A verbatim copy of every record is required, and no pictures should be included.

===== RECORDS SHOWN

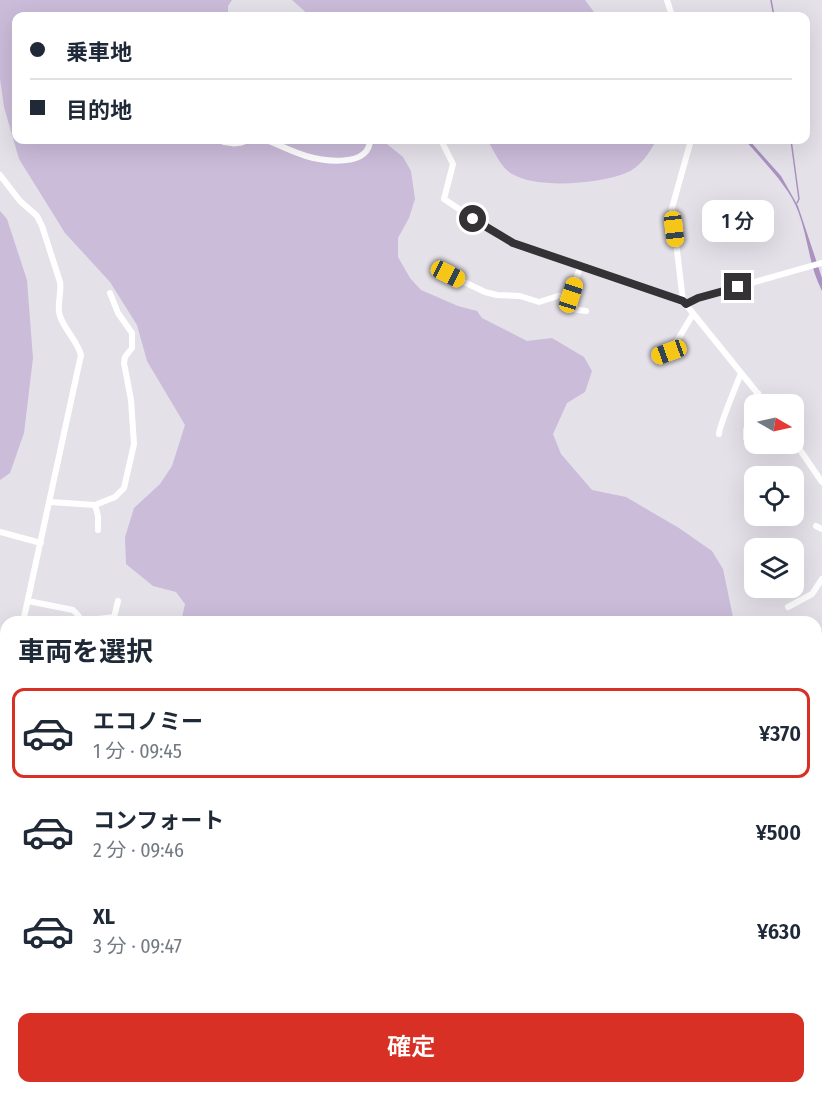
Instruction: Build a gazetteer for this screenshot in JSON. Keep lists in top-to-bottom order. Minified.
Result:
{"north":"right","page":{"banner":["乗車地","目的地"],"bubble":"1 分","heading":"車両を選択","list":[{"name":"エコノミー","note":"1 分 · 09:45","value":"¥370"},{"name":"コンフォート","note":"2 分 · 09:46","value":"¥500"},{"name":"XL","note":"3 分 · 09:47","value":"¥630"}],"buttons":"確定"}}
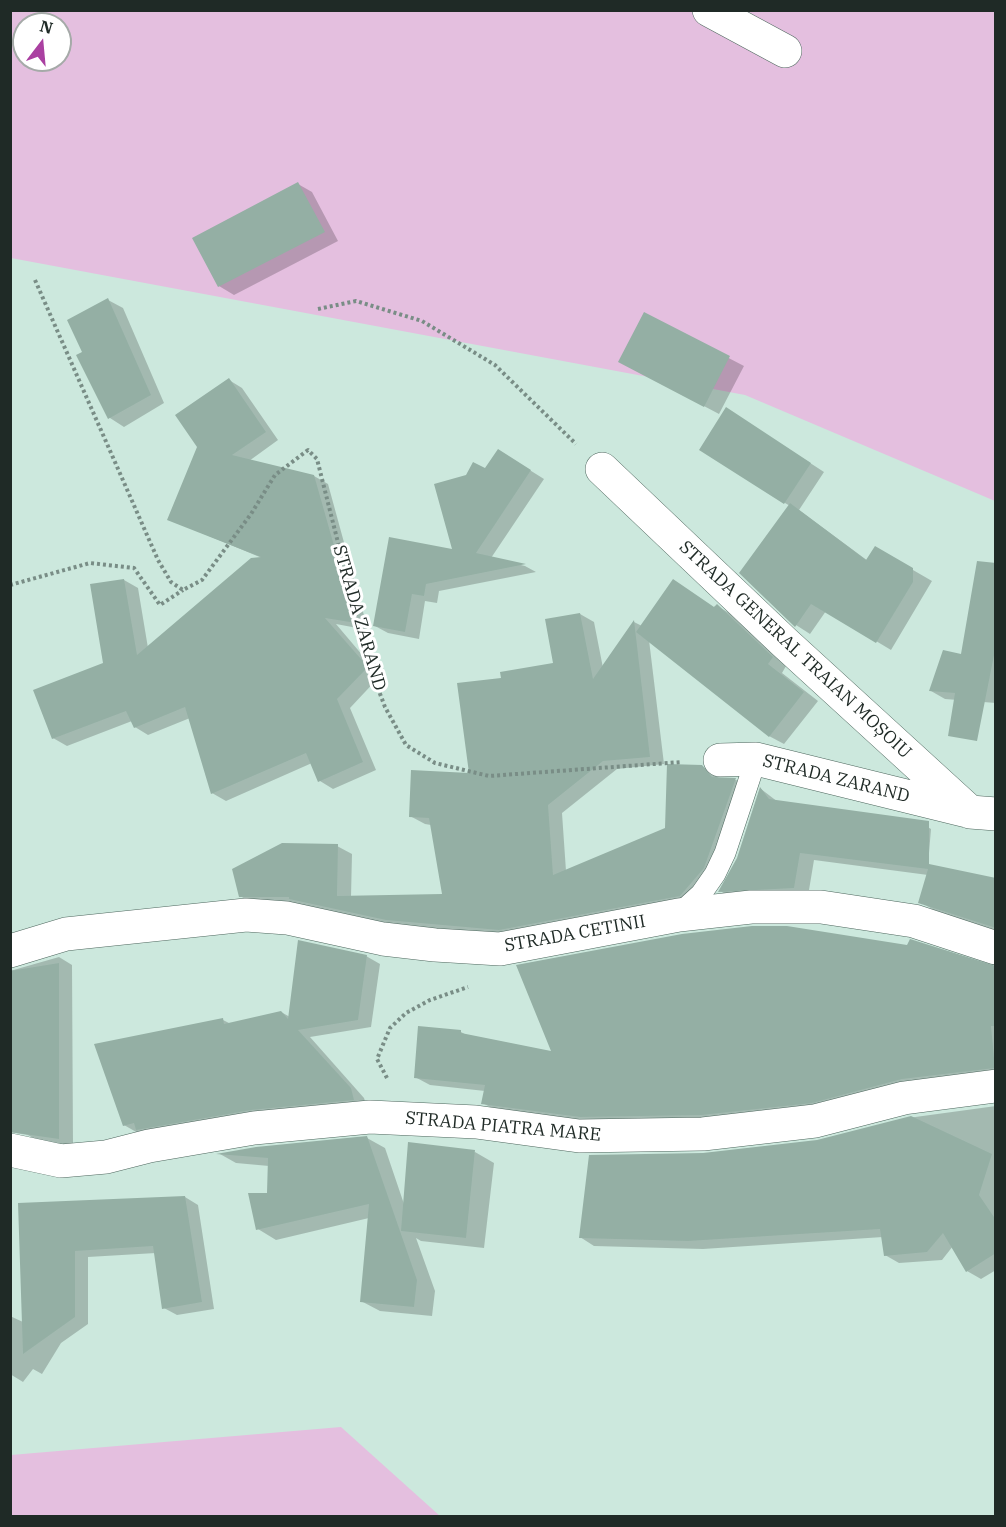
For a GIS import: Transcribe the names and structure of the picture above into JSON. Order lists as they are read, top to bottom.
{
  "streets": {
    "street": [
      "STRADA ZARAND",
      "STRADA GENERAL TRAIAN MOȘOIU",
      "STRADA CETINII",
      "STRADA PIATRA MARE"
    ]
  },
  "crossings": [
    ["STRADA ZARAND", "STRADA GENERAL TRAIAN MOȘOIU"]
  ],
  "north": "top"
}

==========

* _WRITTEN SOLUTION_:
Instruction: Build a gazetteer for this screenshot in JSON. Keep lists in top-to-bottom order. Minified.
Result:
{"north":"right","page":{"banner":["乗車地","目的地"],"bubble":"1 分","heading":"車両を選択","list":[{"name":"エコノミー","note":"1 分 · 09:45","value":"¥370"},{"name":"コンフォート","note":"2 分 · 09:46","value":"¥500"},{"name":"XL","note":"3 分 · 09:47","value":"¥630"}],"buttons":"確定"}}
For a GIS import: Transcribe the names and structure of the picture above into JSON. Order lists as they are read, top to bottom.
{
  "streets": {
    "street": [
      "STRADA ZARAND",
      "STRADA GENERAL TRAIAN MOȘOIU",
      "STRADA CETINII",
      "STRADA PIATRA MARE"
    ]
  },
  "crossings": [
    ["STRADA ZARAND", "STRADA GENERAL TRAIAN MOȘOIU"]
  ],
  "north": "top"
}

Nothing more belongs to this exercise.